About

This blog covers science fiction, fantasy, and other adjacent genre reviews, which I tend to read in rapid succession (one to two books a week.) A few of my friends ask me for recommendations, so I decided to start this blog to have a place to log what I’ve read and what I thought at the time. (I love the idea of Goodreads, but in practice find it a little messy to navigate for my own purpose.)

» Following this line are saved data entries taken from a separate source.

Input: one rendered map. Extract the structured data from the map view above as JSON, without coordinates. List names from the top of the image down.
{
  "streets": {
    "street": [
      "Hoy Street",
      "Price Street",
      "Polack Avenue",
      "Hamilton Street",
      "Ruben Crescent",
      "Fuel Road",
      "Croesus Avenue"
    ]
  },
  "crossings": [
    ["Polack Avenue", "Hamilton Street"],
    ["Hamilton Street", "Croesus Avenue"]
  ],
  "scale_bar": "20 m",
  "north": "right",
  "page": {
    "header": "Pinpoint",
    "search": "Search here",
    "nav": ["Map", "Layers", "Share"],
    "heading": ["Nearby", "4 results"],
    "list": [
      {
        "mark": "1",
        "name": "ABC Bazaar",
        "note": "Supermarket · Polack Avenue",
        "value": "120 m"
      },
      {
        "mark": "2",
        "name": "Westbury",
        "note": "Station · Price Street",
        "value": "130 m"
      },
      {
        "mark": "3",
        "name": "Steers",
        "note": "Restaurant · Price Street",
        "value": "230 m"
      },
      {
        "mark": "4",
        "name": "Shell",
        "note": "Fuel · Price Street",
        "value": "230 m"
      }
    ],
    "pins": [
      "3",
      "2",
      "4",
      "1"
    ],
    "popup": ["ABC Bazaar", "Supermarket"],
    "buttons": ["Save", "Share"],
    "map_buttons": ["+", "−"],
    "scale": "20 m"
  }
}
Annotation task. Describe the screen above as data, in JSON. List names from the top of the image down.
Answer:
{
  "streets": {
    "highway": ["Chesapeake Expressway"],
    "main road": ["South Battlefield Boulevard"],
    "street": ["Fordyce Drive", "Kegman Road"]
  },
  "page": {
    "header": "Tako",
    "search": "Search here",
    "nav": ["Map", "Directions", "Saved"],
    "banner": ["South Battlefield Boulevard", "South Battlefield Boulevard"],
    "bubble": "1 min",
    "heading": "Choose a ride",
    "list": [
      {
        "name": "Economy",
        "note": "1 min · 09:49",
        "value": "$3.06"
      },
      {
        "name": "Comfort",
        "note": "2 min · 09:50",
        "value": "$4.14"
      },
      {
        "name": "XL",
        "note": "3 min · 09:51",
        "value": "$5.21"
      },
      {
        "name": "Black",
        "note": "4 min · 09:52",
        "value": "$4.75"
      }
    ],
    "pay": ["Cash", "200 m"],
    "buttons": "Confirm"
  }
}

I like to read a lot. Books are magic to me, and the great ones leave a lasting impression. I think there’s joy to be had in high art and pop junk food books and think they’re all worthy of attention–though I do think there is a difference in intent, and it’s weird to pretend there isn’t. So here I may cover books across the full spectrum of SF/fantasy/adjacent.

The rules:

  1. Review everything I read in SF/fantasy genres, in the order I finish them, whether I loved it or didn’t get it
  2. Avoid “DNF” and “just didn’t do it for me.” I believe that most authors try hard and want to do something great, so even for the books I don’t like, I’ll try to say why
  3. Buy every book I review or check it out of the library, so no NetGalley detachment
  4. I will add an Overly Reductive Summary (ORS) to every review, as a forcing mechanism, in case I wander off the reservation

Full disclosure: I read reasonably quickly, I could and want to try to read more deeply than I probably do. I am not a fanboi/gurl/they, in that books either work for me or don’t, and I’m not dogmatic or loyal to authors or publishers blindly.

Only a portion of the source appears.